== The task ==
Find the line with "inset:0; background:#b2c2b6; transform-origin:0" in the entries below. Repeat it, every following line, and the line with "width:16px; height:16px; translate:-50%", exactly and with nothing added.

Input for this task below:

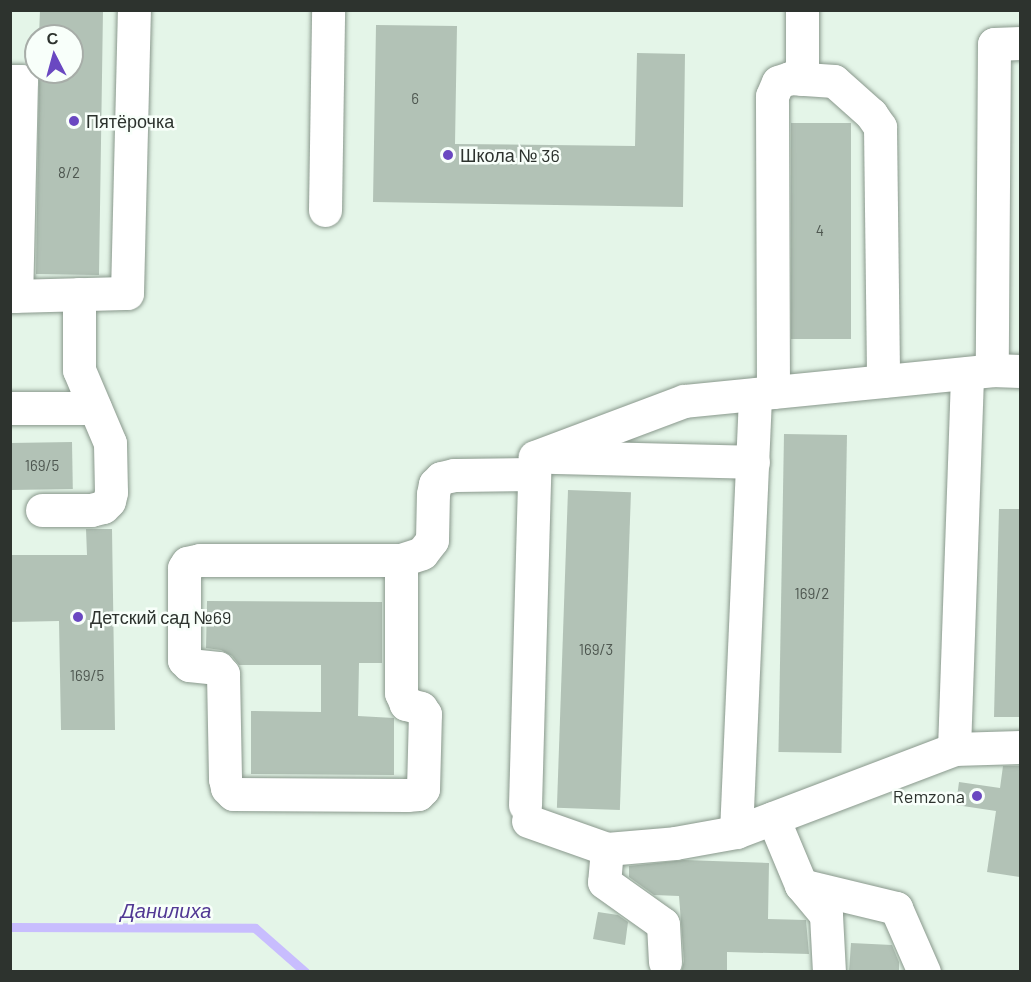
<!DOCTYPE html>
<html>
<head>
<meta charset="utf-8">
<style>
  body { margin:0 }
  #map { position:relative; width:1031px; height:982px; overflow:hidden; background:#e4f5e8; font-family:Barlow,sans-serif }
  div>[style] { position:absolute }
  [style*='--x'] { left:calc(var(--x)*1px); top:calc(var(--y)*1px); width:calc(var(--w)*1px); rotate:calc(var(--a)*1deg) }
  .stream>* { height:9px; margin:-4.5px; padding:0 4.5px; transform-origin:4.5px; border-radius:4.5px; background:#c8bdfe }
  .building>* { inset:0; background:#b2c2b6; transform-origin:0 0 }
  .roads { filter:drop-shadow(0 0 2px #89988c) drop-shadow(0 0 2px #89988c) }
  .minor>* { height:33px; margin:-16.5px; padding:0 16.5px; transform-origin:16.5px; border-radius:16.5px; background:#fff }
  .dots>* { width:16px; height:16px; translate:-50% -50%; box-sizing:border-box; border:3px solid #f8fffa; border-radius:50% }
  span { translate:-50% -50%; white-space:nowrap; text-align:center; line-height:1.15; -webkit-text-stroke:5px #f8fffa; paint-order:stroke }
  .number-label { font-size:15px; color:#4e5750 }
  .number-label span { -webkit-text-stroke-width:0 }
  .poi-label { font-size:18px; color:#2d332e }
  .left { translate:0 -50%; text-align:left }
  .right { translate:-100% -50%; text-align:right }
  .water-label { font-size:20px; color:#513894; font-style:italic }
  .frame { position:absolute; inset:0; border:12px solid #2d332e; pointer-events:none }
  .north { position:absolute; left:24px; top:24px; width:60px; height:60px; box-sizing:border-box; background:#f8fffa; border:2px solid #a7ada8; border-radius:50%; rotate:354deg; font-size:16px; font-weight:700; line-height:24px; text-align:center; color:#2d332e }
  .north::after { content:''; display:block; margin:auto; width:21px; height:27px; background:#6a48c1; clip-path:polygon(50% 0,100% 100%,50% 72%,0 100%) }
</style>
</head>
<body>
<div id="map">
  <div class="stream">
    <div style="--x:10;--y:927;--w:245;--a:0.2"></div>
    <div style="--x:255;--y:928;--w:67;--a:41.3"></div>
  </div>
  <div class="building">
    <div style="clip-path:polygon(40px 10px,103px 10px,99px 275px,36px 274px,39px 72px,72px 72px,72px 36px,39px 36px)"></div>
    <div style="clip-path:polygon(376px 25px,457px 26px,455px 144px,635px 146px,637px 53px,685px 54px,683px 207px,373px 202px)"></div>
    <div style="left:791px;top:123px;width:60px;height:216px"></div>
    <div style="left:784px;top:434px;width:63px;height:318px;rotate:1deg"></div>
    <div style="left:72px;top:442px;width:47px;height:62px;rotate:89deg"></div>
    <div style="left:568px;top:490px;width:63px;height:318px;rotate:2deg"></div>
    <div style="clip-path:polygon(999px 509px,1020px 509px,1020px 717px,994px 717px)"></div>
    <div style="clip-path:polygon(86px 529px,112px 529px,115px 730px,61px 730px,59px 621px,10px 622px,10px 555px,87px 555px)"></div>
    <div style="clip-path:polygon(207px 601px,382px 602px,382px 663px,359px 663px,358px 716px,394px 718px,394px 775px,251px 774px,251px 711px,321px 712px,321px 665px,239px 665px,232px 656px,221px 650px,206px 648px)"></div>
    <div style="clip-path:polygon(1003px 766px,1020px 766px,1020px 877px,987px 872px,996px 811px,956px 805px,959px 782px,1000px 788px)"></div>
    <div style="clip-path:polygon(684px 860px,769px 863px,768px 919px,806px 920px,809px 954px,727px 952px,727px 972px,681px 972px,684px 961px,679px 896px,654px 895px,629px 877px,629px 866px)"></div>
    <div style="clip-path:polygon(598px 912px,618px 915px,628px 922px,625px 945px,593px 939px)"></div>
    <div style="clip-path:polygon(851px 943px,892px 945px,899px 962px,899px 972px,849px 972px)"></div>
  </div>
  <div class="roads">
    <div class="minor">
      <div style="--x:802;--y:10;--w:69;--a:90"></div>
      <div style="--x:1020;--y:43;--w:26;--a:178"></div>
      <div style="--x:994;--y:44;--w:326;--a:90.4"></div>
      <div style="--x:992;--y:370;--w:28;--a:2"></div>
      <div style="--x:10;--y:81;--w:11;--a:0"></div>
      <div style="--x:21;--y:81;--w:215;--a:91.3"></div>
      <div style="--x:325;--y:210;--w:200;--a:-89.1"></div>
      <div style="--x:10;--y:296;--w:117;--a:-1.5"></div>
      <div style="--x:127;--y:293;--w:283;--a:-88.6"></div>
      <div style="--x:773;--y:392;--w:296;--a:-90.2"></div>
      <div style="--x:772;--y:96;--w:15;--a:-67"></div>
      <div style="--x:778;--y:82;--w:13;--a:-18"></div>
      <div style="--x:790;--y:78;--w:44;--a:3.9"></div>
      <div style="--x:834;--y:81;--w:50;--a:41.7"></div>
      <div style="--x:871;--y:114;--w:16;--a:55"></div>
      <div style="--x:880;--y:127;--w:254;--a:89.3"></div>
      <div style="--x:10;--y:408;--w:85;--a:0"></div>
      <div style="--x:552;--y:457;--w:201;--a:1.4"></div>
      <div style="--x:42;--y:510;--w:49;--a:0"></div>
      <div style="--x:91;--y:510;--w:12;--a:-14"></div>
      <div style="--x:103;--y:507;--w:8;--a:-45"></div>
      <div style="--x:109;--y:501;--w:9;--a:-77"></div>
      <div style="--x:111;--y:492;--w:49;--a:-91.2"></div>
      <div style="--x:110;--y:443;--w:79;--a:-113"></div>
      <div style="--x:79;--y:370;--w:76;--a:-90"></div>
      <div style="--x:401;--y:560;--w:201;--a:180"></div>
      <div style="--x:200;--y:560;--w:13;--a:167"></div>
      <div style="--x:187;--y:563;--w:6;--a:121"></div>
      <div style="--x:184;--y:568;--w:92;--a:90"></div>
      <div style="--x:184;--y:660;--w:7;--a:45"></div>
      <div style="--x:189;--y:665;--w:29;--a:6"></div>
      <div style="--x:218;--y:668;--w:8;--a:50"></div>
      <div style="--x:223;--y:674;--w:105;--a:88.9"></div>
      <div style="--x:225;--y:779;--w:9;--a:77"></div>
      <div style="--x:227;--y:788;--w:8;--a:45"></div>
      <div style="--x:233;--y:794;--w:174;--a:0.3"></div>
      <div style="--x:407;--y:795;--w:11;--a:-5"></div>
      <div style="--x:418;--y:794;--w:7;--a:-45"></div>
      <div style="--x:423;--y:789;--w:75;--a:-88.5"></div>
      <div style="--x:425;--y:714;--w:7;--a:-124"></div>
      <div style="--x:421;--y:708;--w:16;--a:-165"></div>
      <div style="--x:406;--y:704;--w:12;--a:-114"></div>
      <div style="--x:401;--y:693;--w:133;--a:-90"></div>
      <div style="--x:401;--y:560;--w:22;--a:-18"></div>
      <div style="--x:422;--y:553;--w:16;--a:-52"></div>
      <div style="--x:432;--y:540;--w:46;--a:-88.8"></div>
      <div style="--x:433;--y:494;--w:10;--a:-79"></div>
      <div style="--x:435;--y:484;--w:8;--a:-45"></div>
      <div style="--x:441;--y:478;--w:13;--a:-13"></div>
      <div style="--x:454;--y:475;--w:80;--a:-0.7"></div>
      <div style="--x:954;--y:749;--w:376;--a:-88"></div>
      <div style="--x:525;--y:805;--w:348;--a:-88.4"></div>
      <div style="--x:535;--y:457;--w:159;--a:-20.6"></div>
      <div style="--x:684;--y:401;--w:310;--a:-5.7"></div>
      <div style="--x:773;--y:818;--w:73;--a:67.3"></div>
      <div style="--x:801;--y:885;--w:98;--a:13.6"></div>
      <div style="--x:896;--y:908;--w:70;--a:66.4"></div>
      <div style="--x:528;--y:821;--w:84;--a:19.5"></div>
      <div style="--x:607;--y:849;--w:68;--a:-5"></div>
      <div style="--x:675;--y:843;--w:62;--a:-10.2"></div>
      <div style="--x:736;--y:832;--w:233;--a:-20.8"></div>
      <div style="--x:954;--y:749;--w:66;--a:-1.7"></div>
      <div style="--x:736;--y:832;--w:438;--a:-87.5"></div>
      <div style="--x:607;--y:849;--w:33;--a:95"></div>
      <div style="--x:604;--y:882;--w:72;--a:35.4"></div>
      <div style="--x:663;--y:924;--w:38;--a:87"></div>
      <div style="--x:801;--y:885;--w:39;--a:50"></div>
      <div style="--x:826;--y:915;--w:57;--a:87"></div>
    </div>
  </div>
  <div class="dots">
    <div style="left:74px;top:121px;background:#6a48c1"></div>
    <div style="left:448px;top:155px;background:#6a48c1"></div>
    <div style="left:78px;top:617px;background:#6a48c1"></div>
    <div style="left:977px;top:796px;background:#6a48c1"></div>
  </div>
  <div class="number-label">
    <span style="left:415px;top:99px">6</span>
    <span style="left:69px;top:173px">8/2</span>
    <span style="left:820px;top:231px">4</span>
    <span style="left:42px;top:466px">169/5</span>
    <span style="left:812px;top:594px">169/2</span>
    <span style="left:596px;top:650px">169/3</span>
    <span style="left:87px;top:676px">169/5</span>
  </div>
  <div class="poi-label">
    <span class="left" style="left:86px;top:121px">Пятёрочка</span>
    <span class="left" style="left:460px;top:155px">Школа № 36</span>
    <span class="left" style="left:90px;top:617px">Детский сад №69</span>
    <span class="right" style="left:965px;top:796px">Remzona</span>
  </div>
  <div class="water-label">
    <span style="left:166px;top:910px">Данилиха</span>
  </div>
  <div class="frame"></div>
  <div class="north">С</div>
</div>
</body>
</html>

End of Input for this task.

== Response to the task ==
  .building>* { inset:0; background:#b2c2b6; transform-origin:0 0 }
  .roads { filter:drop-shadow(0 0 2px #89988c) drop-shadow(0 0 2px #89988c) }
  .minor>* { height:33px; margin:-16.5px; padding:0 16.5px; transform-origin:16.5px; border-radius:16.5px; background:#fff }
  .dots>* { width:16px; height:16px; translate:-50% -50%; box-sizing:border-box; border:3px solid #f8fffa; border-radius:50% }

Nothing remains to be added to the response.